Just when we thought that Obama was done with reform on Wall Street, he comes up with another plan, during an interview with Rolling Stone magazine. Obama said that the next step for making the financial sector safer is to make sure executive pay is less closely tied to risky bets.
In the interview to be published Friday, Obama said that despite passage of Dodd-Frank financial reform legislation, there is more to be done to make financial markets safe after the damage caused by the crisis of 2007-2009.
“The single biggest thing that I would like to see is changing incentives on Wall Street and how people get compensated,” Obama said. It’s questionable, even after enactment of Dodd-Frank reforms, that those incentives have completely been changed, he added.
That is fine but, as we now know is that Obama knows nothing of business. The Rolling Stone interview stirred controversy because of the president’s use, at one point, of a barnyard epithet that some saw as an attack on Republican Mitt Romney.
The White House did not dispute the remarks but a re-election campaign official stressed that the comments were “part of a casual conversation at the end of the interview.” The wide-ranging interview covers Obama’s first term, what he views as his biggest accomplishments and his fierce fight with Romney for the White House.
Obama points to financial reform as a signature accomplishment of his four years in office and says the overhaul will prevent a repeat of the devastating crisis that caused the loss of more than 8 million jobs and erased an estimated $19 trillion in household wealth.
But Obama, the job losses are more in the neighborhood of 23 million. Also, Dodd-Frank reforms are deeply unpopular with the financial industry and many businesses, who say an avalanche of new requirements stands in the way of hiring new workers and making fresh investments, thus holding back the broader economic recovery.
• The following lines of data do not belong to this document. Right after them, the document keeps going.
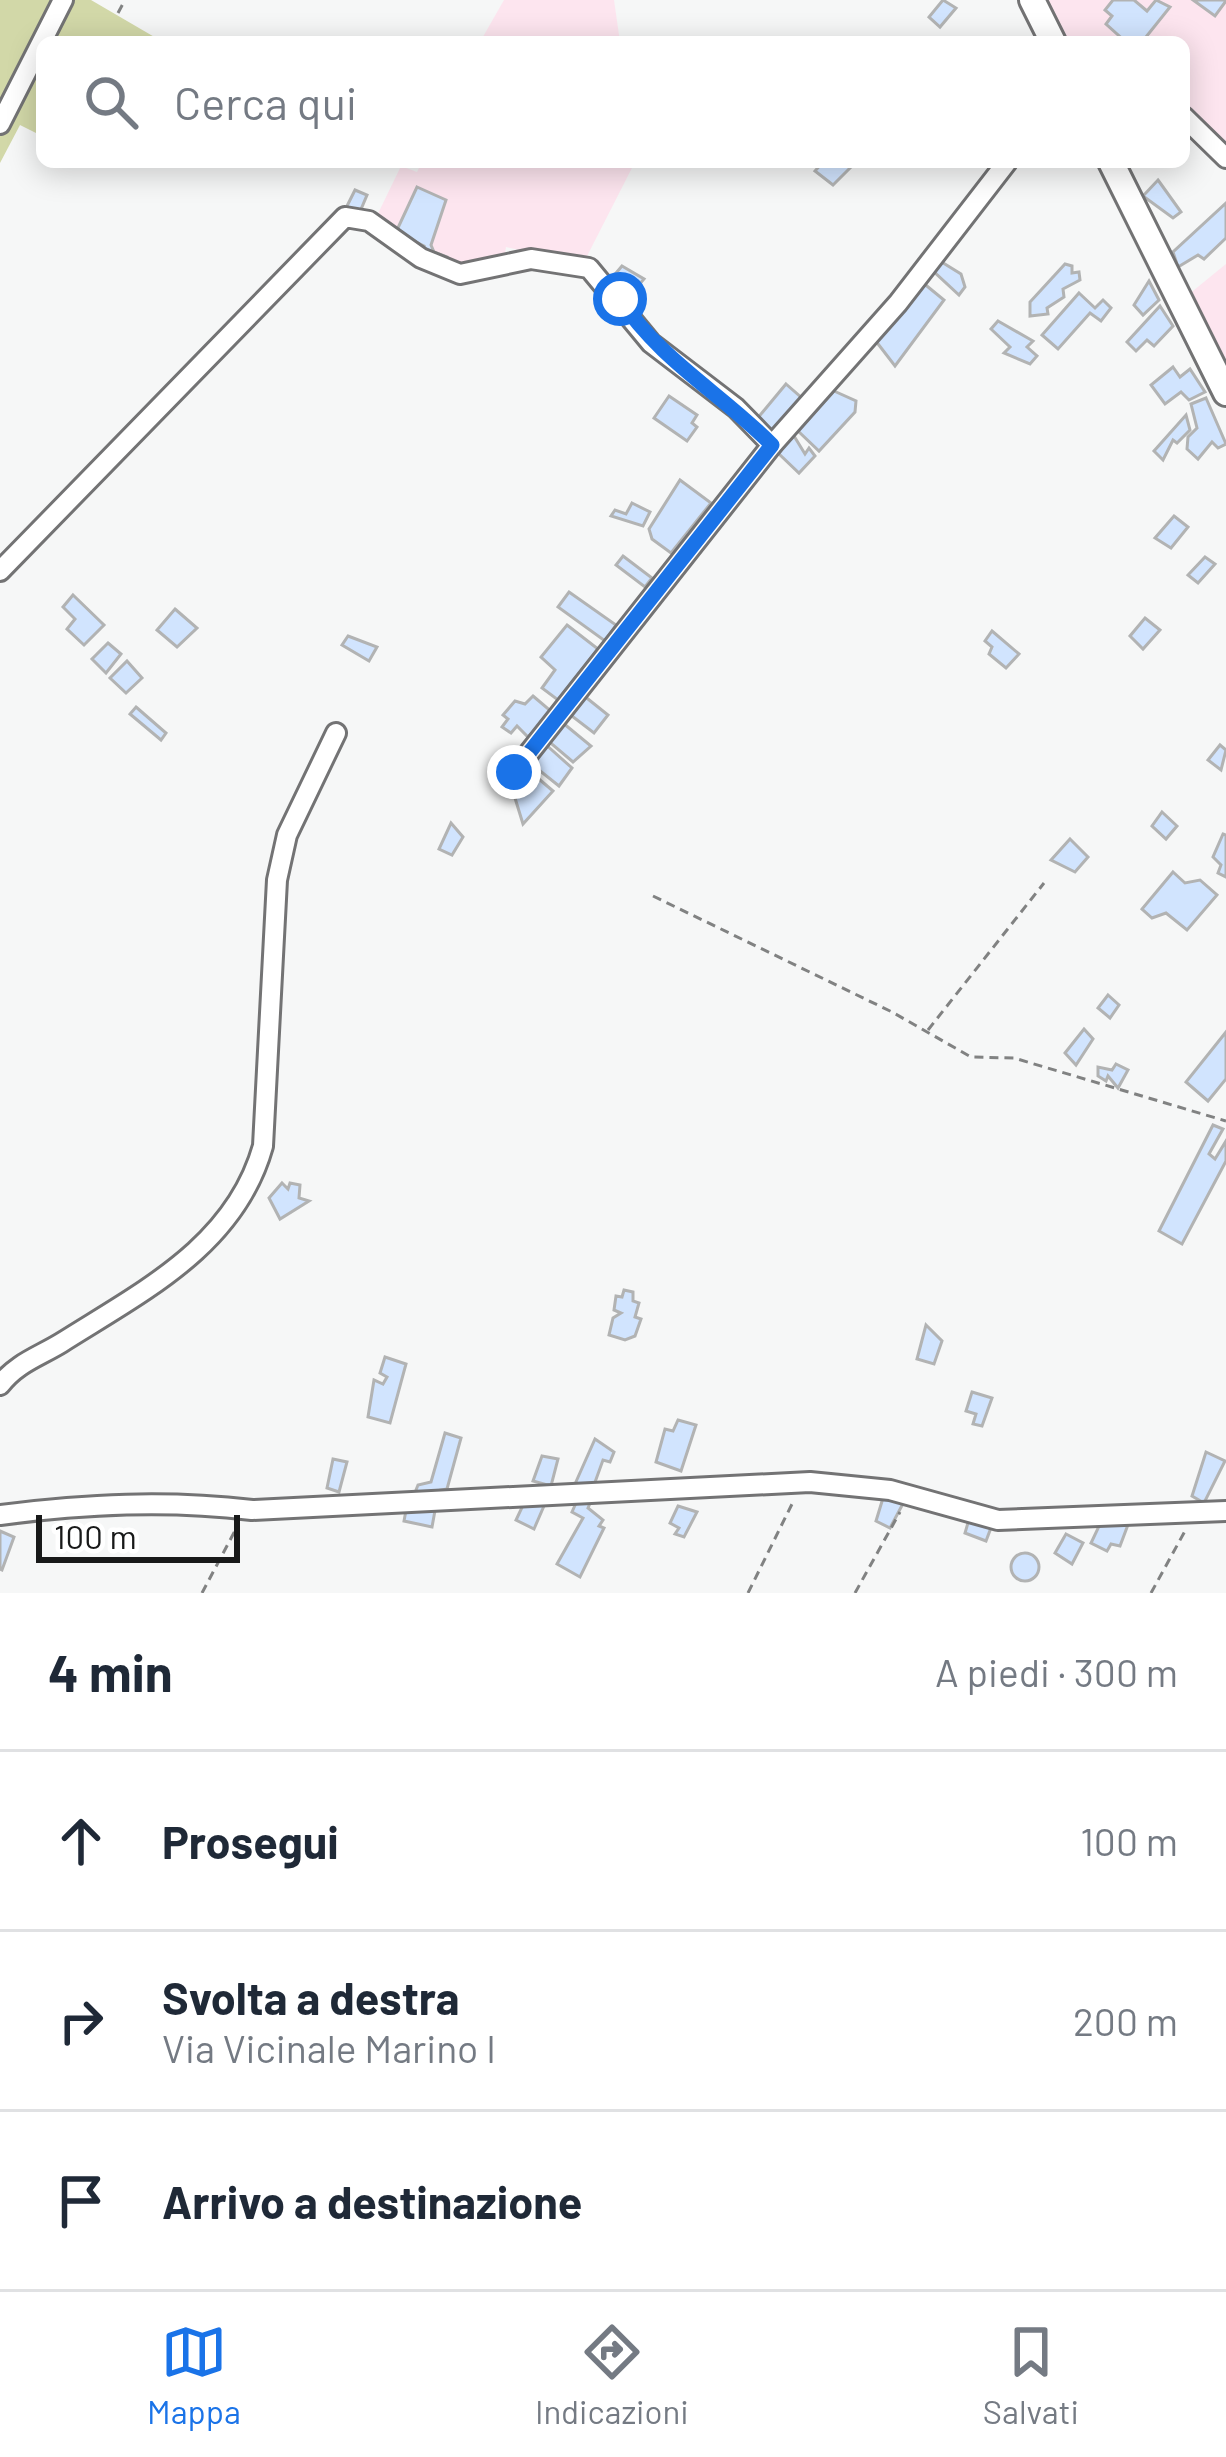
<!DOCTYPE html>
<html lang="it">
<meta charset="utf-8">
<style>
body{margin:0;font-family:Barlow,sans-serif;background:#f2f2f3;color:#1f2937}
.scale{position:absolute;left:36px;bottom:30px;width:204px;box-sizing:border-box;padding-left:12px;border:6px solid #181919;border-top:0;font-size:33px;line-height:42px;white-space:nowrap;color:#181919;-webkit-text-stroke:9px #fff;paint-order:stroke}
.stop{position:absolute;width:36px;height:36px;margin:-27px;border:9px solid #1a73e8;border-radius:50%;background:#fff}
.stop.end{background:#1a73e8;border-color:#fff;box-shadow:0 3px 12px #0008}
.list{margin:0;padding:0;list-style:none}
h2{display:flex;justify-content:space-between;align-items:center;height:156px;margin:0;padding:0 48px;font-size:51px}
h2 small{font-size:39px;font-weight:400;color:#747a83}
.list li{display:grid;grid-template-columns:78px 1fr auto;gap:36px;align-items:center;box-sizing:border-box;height:180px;padding:0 48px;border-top:3px solid #e0e1e3}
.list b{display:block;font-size:45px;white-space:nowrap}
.list p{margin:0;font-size:39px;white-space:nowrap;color:#747a83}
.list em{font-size:39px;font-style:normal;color:#747a83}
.icon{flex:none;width:66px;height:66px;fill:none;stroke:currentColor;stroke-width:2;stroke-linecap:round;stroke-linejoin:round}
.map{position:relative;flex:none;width:1226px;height:1593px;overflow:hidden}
.search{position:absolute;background:#fff;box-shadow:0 6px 30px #0003;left:36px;right:36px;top:36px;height:132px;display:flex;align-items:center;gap:30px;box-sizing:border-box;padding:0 42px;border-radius:18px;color:#747a83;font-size:45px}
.sheet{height:696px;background:#fff}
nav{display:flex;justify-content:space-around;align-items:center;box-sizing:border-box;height:168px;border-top:3px solid #e0e1e3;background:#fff;font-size:33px;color:#747a83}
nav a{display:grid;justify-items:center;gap:6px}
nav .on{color:#1a73e8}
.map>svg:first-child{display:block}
</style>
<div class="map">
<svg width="1226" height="1593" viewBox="0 0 1226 1593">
<rect width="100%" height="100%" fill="#f6f7f7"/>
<!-- industrial -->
<g fill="#fde5ef">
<polygon points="504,0 614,0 620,42 480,42"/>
<polygon points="1047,0 1226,0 1226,167 1184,126 1184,42 1067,42"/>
<polygon points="422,162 635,162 583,264 506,247 504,260 465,268 371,228 401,166 417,172"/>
<polygon points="1226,264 1226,379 1188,295"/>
</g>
<!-- green -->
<polygon fill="#d2d8a8" points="0,0 91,0 163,42 42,42 42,136 20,125 0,163"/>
<!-- building -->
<g fill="#d1e4fe" stroke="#b2b3b3" stroke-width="3">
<polygon points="943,0 956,8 940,27 929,17"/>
<polygon points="1113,0 1134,0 1147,11 1156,0 1170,7 1142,42 1126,42 1106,24 1112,16 1105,10"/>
<polygon points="1193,0 1226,0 1226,1 1215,16"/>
<polygon points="823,162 856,162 833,185 815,171"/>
<polygon points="1158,180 1181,212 1173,218 1143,196"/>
<polygon points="417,187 446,200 431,245 434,252 447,257 445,267 422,253 424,246 396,232"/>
<polygon points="355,190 367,195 359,214 346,208"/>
<polygon points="1226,203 1226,238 1204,259 1198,255 1178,267 1173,252"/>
<polygon points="940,261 961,274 965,287 959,295 931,269"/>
<polygon points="1065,264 1072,266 1072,273 1079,272 1080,280 1063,289 1064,297 1047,308 1048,314 1030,316 1030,302"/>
<polygon points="622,266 644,279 631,294 616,273"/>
<polygon points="1149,281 1159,300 1143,315 1134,305"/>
<polygon points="922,282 944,300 895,366 875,340"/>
<polygon points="1079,293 1095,308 1103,300 1111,308 1101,321 1090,313 1058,349 1042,335"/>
<polygon points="1160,306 1173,326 1154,346 1147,340 1136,351 1127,342"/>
<polygon points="998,321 1033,341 1027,347 1037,356 1030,364 1004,353 1010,347 991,329"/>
<polygon points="1173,367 1180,377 1190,369 1205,392 1189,400 1181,392 1165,404 1151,385"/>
<polygon points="786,384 803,399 772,435 756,420"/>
<polygon points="834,391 856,401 855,412 819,451 798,431"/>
<polygon points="669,396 697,415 692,423 697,427 687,441 654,418"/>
<polygon points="1206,398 1226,444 1218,448 1212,442 1198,459 1187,449 1188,437 1197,428 1191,404"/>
<polygon points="1186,415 1190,430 1177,443 1173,440 1163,460 1154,451"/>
<polygon points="794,436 805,454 809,448 815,456 799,473 778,453"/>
<polygon points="680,480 711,503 671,553 652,539 649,529"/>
<polygon points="632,503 650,512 643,526 611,516 615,510 626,514"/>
<polygon points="1174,516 1188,527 1171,548 1155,538"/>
<polygon points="623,556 652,578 645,587 616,565"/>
<polygon points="1205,557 1215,564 1198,583 1188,575"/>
<polygon points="569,592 616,625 605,641 558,607"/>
<polygon points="73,595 104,625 84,645 67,629 75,619 63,607"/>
<polygon points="175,609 197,628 177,647 157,630"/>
<polygon points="1145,618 1160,630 1143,649 1130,636"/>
<polygon points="567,625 598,649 558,700 542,688 555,670 541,657"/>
<polygon points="992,631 1019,654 1006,668 989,654 992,647 985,641"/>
<polygon points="348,636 377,647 369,661 342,645"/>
<polygon points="108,643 121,654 106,673 92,659"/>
<polygon points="127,661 142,678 126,693 110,678"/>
<polygon points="583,695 608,715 594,733 568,713"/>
<polygon points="533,696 552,712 528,737 517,726 511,733 502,727 508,719 503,715 515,701 525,704"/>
<polygon points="136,707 166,733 161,740 130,714"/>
<polygon points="563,723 591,746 573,762 547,740"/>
<polygon points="544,743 572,768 559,786 529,762"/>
<polygon points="1220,745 1226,750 1221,770 1208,760"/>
<polygon points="526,768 553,791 523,824 511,785"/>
<polygon points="1162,812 1177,826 1166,839 1152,826"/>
<polygon points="451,823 463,837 452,855 439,849"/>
<polygon points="1223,834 1226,835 1226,877 1218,873 1221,865 1213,857"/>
<polygon points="1070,839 1088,857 1075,872 1051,860"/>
<polygon points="1173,872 1185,883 1200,880 1217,895 1187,930 1166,913 1152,918 1142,909"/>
<polygon points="1108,995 1119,1005 1110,1018 1098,1008"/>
<polygon points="1084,1029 1093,1039 1076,1065 1065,1053"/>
<polygon points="1226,1032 1226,1079 1208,1101 1186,1082"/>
<polygon points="1116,1064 1128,1070 1118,1088 1108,1076 1106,1081 1098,1076 1098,1067 1112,1070"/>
<polygon points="1213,1125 1223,1129 1209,1154 1215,1159 1226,1141 1226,1161 1182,1244 1159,1231"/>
<polygon points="282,1183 288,1189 290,1183 300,1185 299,1198 309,1201 280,1219 269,1198"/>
<polygon points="624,1290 633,1292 633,1301 639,1303 635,1317 641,1319 635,1336 625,1340 609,1335 613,1318 621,1313 614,1310 616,1296 622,1297"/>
<polygon points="926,1325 942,1341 934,1364 917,1359"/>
<polygon points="385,1357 406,1364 390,1423 368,1417 374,1380 383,1384 387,1377 380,1373"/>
<polygon points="972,1392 992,1398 982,1426 973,1424 976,1414 966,1411"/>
<polygon points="678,1420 696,1425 681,1471 656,1462 665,1429 673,1431"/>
<polygon points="445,1433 461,1438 447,1489 414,1495 418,1485 431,1482"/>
<polygon points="595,1439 614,1452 610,1462 603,1460 594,1485 575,1484"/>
<polygon points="1206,1452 1225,1461 1204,1503 1192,1496"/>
<polygon points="542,1456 558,1459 551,1486 533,1481"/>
<polygon points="333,1459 347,1462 339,1492 327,1488"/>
<polygon points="580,1494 594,1494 588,1508 603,1520 599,1526 604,1528 580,1577 557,1564 583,1518 572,1512"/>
<polygon points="883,1498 906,1498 890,1528 876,1521"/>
<polygon points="547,1499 534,1529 516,1520 525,1501"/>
<polygon points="407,1505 436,1505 432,1527 404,1521"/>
<polygon points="678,1506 697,1512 684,1537 675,1534 679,1528 670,1523"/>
<polygon points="970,1516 992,1525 986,1541 965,1533"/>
<polygon points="1101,1522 1129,1522 1120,1546 1111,1544 1107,1551 1091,1543"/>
<polygon points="0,1531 14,1537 2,1570 0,1569"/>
<polygon points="1066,1534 1083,1543 1072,1564 1055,1553"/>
<circle cx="1025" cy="1567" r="14"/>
</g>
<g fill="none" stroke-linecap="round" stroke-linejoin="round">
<!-- minor casing -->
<g stroke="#737374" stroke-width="24">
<g id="minor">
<polyline points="1184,117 1226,158"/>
<polyline points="0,124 63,0"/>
<polyline points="0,571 345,217 369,221 421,258 460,274 531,259 589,268 651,343 736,408 772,445"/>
<polyline points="514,772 772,445 898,303 1007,162"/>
<path d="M0,1385C17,1363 38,1357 61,1343C143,1291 235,1246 263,1146L277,880L287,835L336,733"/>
<path d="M0,1515C87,1504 166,1500 252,1510L810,1482L890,1490L998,1520L1226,1511"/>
</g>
</g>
<!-- major casing -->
<g stroke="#737374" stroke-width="30">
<g id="major">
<polyline points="1032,0 1053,42"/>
<polyline points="1111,162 1226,393"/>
</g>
</g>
<!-- path -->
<g stroke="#818282" stroke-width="3" stroke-dasharray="9 6" stroke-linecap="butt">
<polyline points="118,13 125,0"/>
<polyline points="653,896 892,1012 971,1057 1014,1058 1226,1121"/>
<polyline points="928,1030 1044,883"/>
<polyline points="202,1593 237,1527"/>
<polyline points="748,1593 794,1500"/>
<polyline points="855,1593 900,1512"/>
<polyline points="1151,1593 1185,1531"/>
</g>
<!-- minor -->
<use href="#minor" stroke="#fff" stroke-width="18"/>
<!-- major -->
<use href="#major" stroke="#fff" stroke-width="24"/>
</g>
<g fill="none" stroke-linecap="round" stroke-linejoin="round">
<!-- route -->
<path stroke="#1a73e8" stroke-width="15" d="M514,772L772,445C722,394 660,360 620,299"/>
</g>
</svg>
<div class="scale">100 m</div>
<div class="stop" style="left:620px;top:299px"></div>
<div class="stop end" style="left:514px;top:772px"></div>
<div class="search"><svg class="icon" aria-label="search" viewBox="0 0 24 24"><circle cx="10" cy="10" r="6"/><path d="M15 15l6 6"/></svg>Cerca qui</div>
</div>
<section class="sheet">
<h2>4 min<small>A piedi · 300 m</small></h2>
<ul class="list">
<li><svg class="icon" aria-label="ahead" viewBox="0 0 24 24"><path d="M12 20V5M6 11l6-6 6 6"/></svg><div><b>Prosegui</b></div><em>100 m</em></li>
<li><svg class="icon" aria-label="right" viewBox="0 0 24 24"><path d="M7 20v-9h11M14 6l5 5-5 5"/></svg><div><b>Svolta a destra</b><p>Via Vicinale Marino I</p></div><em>200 m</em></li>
<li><svg class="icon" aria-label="arrive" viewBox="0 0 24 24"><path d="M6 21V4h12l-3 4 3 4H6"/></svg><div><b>Arrivo a destinazione</b></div></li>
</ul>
</section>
<nav>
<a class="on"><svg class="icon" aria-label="map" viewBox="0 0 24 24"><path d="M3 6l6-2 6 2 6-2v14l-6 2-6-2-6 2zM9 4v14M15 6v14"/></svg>Mappa</a>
<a><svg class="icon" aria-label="directions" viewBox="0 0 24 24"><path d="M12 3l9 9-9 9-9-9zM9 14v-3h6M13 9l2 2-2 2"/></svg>Indicazioni</a>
<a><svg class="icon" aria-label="saved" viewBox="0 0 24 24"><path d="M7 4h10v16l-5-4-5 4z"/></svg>Salvati</a>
</nav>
Romney has promised to repeal provisions of the 2010 Dodd-Frank law if elected.
Obama also stated that the stability of markets is still at risk because people making risky bets are handsomely rewarded if the bets pay off, but face limited consequences if those bets go sour. Another challenge to ensuring greater financial stability in the future will be to ensure that the rules that prohibit banks that receive government
backstop from making risky trades — the so called Volcker Rule – is adequately enforced.
Two influential U.S. senators on Thursday urged regulators to resolve differences and finish writing the rules before the end of the year.